The aging reminder sits along a Northern Mecklenburg County's back road near Mallard Creek.
It is tucked between sprawling woods and dozens of condos. The small place of learning was known as the Siloam School House. It was one of many Rosenwald Schools.
Robby Lankford is a Levine Scholar at UNC Charlotte, and this summer's course of study means finding new life for a structure nearly 100 years old.
He said, "It's really cool to see where it all came from. Where it all began."
They were the brain child of Julius Rosewald who headed Sears and Roebuck.
When Rosenwald earmarked money for construction these African American places of learning before school integration, it wasn't a one way street.
Joe DeLaine of Charlotte said that communities were committed. "A group of people would get together and either some African Americans donated the land or the church donated the land."
During the 20th Century, More than five thousand Rosenwald Schools were built a across the country, and North Carolina had more than any other state in the nation.

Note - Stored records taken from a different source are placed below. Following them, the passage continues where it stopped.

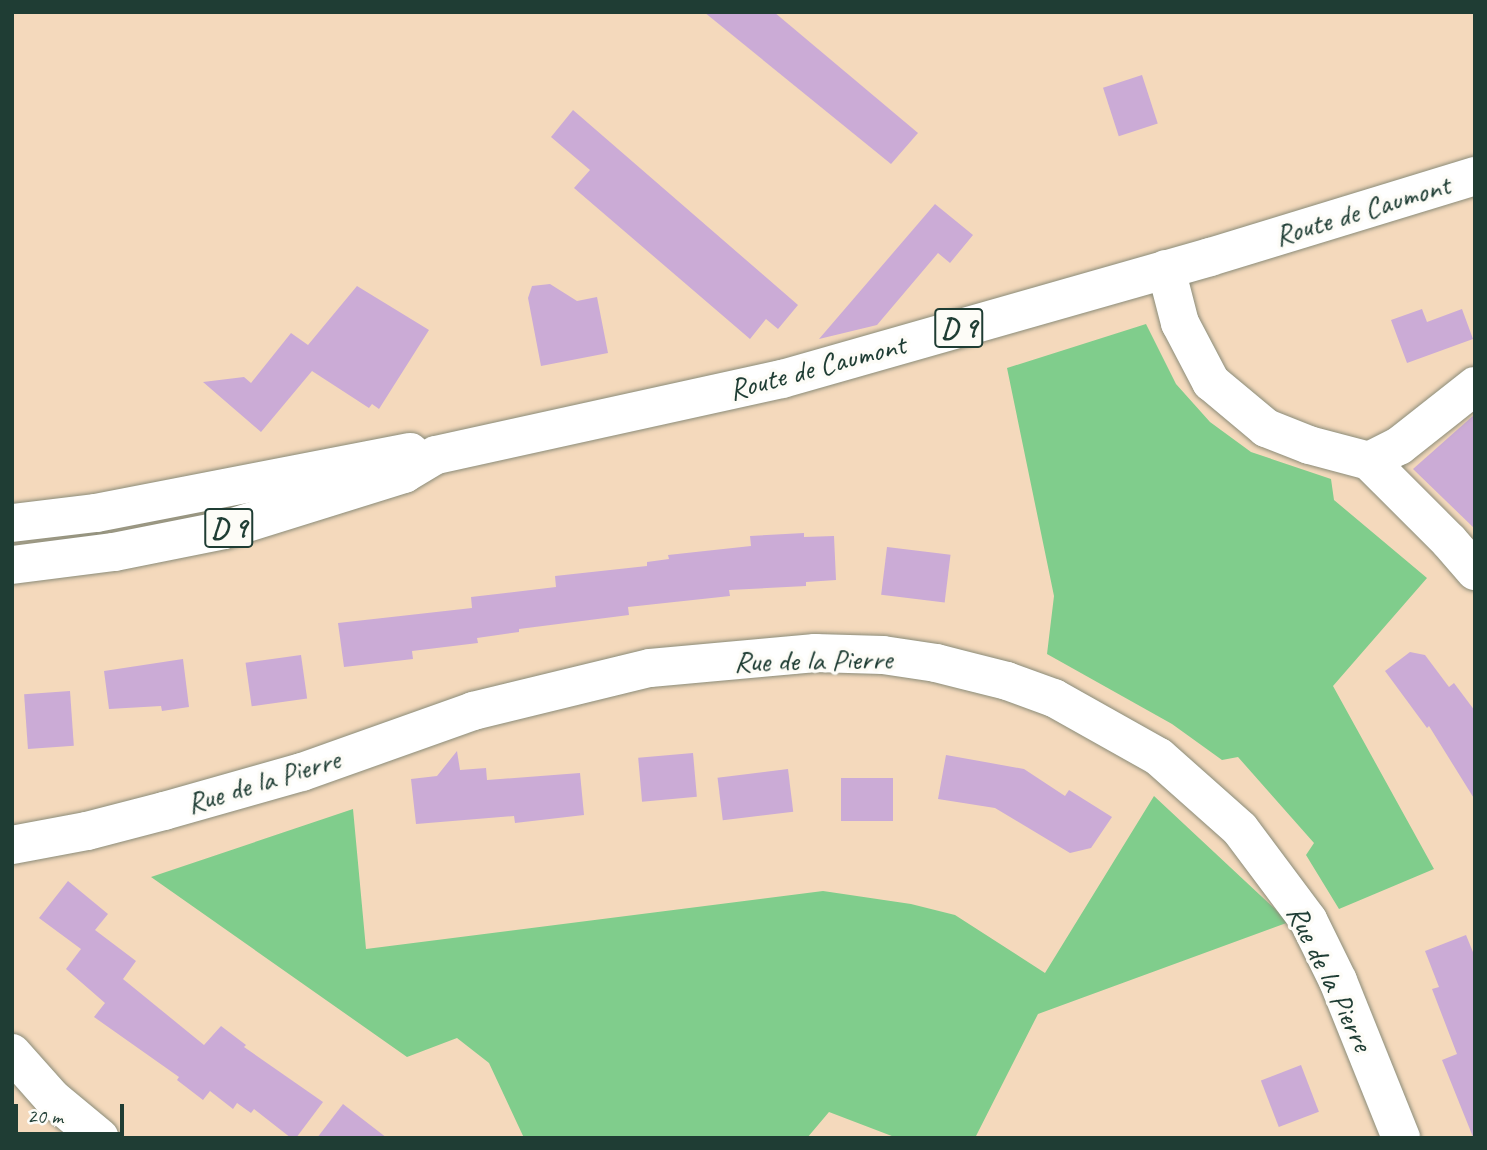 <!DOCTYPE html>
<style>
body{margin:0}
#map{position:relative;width:1487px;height:1150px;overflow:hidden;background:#f4d9bc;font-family:Caveat,sans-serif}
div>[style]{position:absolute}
.green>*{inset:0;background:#80cd8c}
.building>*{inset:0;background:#cbabd6;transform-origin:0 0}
.roads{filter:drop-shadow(0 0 2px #8a8b78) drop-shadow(0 0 2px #8a8b78)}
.street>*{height:38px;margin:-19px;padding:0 19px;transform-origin:19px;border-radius:19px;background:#fff}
.primary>*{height:38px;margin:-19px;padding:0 19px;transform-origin:19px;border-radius:19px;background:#fff}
span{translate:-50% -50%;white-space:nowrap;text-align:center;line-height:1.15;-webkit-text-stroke:7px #fdfcf7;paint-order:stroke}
.shield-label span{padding:2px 5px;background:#fdfcf7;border:2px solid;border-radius:5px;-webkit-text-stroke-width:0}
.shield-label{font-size:28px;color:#1f3d34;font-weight:700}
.street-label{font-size:30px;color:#1f3d34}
.frame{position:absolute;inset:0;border:14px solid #1f3d34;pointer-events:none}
.scale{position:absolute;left:14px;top:1104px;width:110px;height:32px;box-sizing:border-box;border:4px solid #1f3d34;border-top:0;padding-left:9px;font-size:21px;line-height:24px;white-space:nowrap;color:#1f3d34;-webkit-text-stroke:5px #fdfcf7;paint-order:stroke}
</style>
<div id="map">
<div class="green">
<div style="clip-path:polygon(1146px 324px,1176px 384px,1210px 422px,1251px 452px,1331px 479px,1334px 500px,1427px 578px,1333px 686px,1434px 869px,1339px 909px,1306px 855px,1314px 843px,1238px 757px,1222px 760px,1172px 724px,1047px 654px,1054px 596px,1007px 368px)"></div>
<div style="clip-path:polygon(1154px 796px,1289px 922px,1038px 1014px,975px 1138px,897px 1138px,829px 1112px,807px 1138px,524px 1138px,489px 1063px,457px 1038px,407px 1057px,151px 877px,353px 809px,366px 949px,823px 891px,911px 904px,955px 915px,1045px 973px)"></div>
</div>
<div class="building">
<div style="clip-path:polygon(704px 12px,774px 12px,918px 133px,891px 164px)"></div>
<div style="left:1142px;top:75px;width:51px;height:41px;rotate:72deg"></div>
<div style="clip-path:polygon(573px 110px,798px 305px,778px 329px,766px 319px,750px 339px,574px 188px,590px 170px,551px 137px)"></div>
<div style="clip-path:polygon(935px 204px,973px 235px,950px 263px,938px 253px,877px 325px,819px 339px)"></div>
<div style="clip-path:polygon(550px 284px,577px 301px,597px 297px,608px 353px,541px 366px,528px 298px,532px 286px)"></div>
<div style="clip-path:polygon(357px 286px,429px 330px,379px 409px,372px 404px,369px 408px,312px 371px,261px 432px,203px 382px,244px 377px,251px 383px,291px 333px,308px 345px)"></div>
<div style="clip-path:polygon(1422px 309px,1427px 322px,1462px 309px,1473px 339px,1407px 363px,1391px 320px)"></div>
<div style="clip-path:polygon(1475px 414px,1475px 529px,1413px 469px)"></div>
<div style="clip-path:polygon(804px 533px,804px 537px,834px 536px,836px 580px,806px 582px,806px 586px,729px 590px,730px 596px,628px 607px,629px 615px,519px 629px,519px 632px,477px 638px,478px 643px,412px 651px,413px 659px,344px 667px,338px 623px,472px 608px,471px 597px,556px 587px,555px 576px,647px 566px,647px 562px,669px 559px,668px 555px,751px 546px,750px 536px)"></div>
<div style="left:887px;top:547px;width:64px;height:48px;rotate:7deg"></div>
<div style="clip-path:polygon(1410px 652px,1425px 655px,1449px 687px,1454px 683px,1475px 711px,1475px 800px,1429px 726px,1427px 728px,1385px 671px)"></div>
<div style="left:301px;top:655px;width:44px;height:56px;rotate:82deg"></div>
<div style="clip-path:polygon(183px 659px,189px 707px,162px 711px,161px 706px,109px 709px,104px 671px)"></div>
<div style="left:70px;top:691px;width:55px;height:46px;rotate:86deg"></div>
<div style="clip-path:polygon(457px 751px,460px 770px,486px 768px,487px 780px,580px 773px,584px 815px,515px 823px,514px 816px,416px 824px,411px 779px,437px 776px)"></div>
<div style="left:693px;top:753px;width:44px;height:55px;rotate:85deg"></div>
<div style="clip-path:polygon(946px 755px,1024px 769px,1065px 796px,1069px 790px,1112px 817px,1091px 848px,1070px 853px,995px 808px,938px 799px)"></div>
<div style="left:788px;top:769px;width:43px;height:71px;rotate:83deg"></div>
<div style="left:841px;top:778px;width:52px;height:43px"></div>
<div style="clip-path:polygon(68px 881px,108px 914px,95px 930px,136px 961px,123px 979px,204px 1045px,221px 1026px,246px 1045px,244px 1047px,323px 1102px,296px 1138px,291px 1138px,254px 1109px,251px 1113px,237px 1103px,233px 1109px,210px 1091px,203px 1100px,177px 1080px,179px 1077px,94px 1017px,105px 1003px,66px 969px,81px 949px,39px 918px)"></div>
<div style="clip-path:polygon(1466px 935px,1475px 957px,1473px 1137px,1442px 1060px,1457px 1054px,1432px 989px,1439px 987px,1425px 951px)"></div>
<div style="left:1301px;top:1065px;width:50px;height:43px;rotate:69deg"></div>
<div style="clip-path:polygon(343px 1104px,387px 1138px,317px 1138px)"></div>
</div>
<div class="roads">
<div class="street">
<div style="left:1166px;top:269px;width:56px;rotate:75.5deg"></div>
<div style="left:1180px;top:323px;width:67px;rotate:62.3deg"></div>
<div style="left:1211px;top:382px;width:72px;rotate:39.9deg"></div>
<div style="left:1266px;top:428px;width:46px;rotate:21.6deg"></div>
<div style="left:1309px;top:445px;width:62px;rotate:14.9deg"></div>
<div style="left:1369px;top:461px;width:113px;rotate:45deg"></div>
<div style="left:1449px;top:541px;width:40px;rotate:49deg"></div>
<div style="left:1369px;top:461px;width:34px;rotate:-27deg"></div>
<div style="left:1399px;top:446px;width:97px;rotate:-38.3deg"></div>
<div style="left:12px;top:845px;width:76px;rotate:-10.6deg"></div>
<div style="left:87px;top:831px;width:80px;rotate:-14.6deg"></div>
<div style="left:164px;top:811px;width:143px;rotate:-15.8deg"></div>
<div style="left:302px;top:772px;width:182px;rotate:-19.6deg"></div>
<div style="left:473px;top:711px;width:182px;rotate:-13.7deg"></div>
<div style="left:650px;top:668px;width:166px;rotate:-5.2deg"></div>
<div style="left:815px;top:653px;width:68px;rotate:1.7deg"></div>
<div style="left:883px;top:655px;width:54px;rotate:8.6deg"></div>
<div style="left:936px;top:663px;width:73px;rotate:14.2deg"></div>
<div style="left:1007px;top:681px;width:50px;rotate:19.9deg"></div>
<div style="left:1054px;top:698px;width:120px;rotate:29.3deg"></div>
<div style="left:1159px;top:757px;width:108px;rotate:41.6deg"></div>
<div style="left:1240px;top:829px;width:114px;rotate:53.2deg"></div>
<div style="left:1308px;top:920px;width:68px;rotate:63.8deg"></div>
<div style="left:1338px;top:981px;width:169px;rotate:68.1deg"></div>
<div style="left:12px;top:1053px;width:60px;rotate:48.4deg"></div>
<div style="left:52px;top:1098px;width:62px;rotate:39.8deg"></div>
</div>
<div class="primary">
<div style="left:12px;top:523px;width:85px;rotate:-6.8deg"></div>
<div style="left:96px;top:513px;width:320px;rotate:-11deg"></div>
<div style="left:12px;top:565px;width:103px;rotate:-7.3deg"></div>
<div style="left:114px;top:552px;width:112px;rotate:-11.3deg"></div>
<div style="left:224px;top:530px;width:189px;rotate:-17.3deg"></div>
<div style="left:404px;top:474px;width:37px;rotate:-31deg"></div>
<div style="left:436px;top:455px;width:354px;rotate:-12.4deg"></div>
<div style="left:782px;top:379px;width:445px;rotate:-15.9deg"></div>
<div style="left:1210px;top:257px;width:277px;rotate:-17deg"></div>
</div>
</div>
<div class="shield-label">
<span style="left:959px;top:328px">D 9</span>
<span style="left:229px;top:528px">D 9</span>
</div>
<div class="street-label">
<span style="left:1362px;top:210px;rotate:-17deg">Route de Caumont</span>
<span style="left:817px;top:367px;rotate:-15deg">Route de Caumont</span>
<span style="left:813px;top:660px;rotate:-1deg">Rue de la Pierre</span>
<span style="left:263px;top:781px;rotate:-17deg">Rue de la Pierre</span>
<span style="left:1330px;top:978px;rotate:64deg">Rue de la Pierre</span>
</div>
<div class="frame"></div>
<div class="scale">20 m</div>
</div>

The number in our state topped 800, and there was a strong local connection.
Dr. George Davis who was Johnson C. Smith University's first African American Professor became a strong advocate.
Dr. Dan Morrill of the Historic Landmarks Commission described Davis as a visionary. "He was the man who went down the road met with school boards, met with local communities to raise the awareness. To raise the money," Morrill said.
And it appears that a new awareness is underway to preserve the past as a tool of providing present day learning. Dr. Morrill would like to see it moved to UNC Charlotte.
Negotiations are underway with the present owner and the Mecklenburg Historic Landmarks Commission.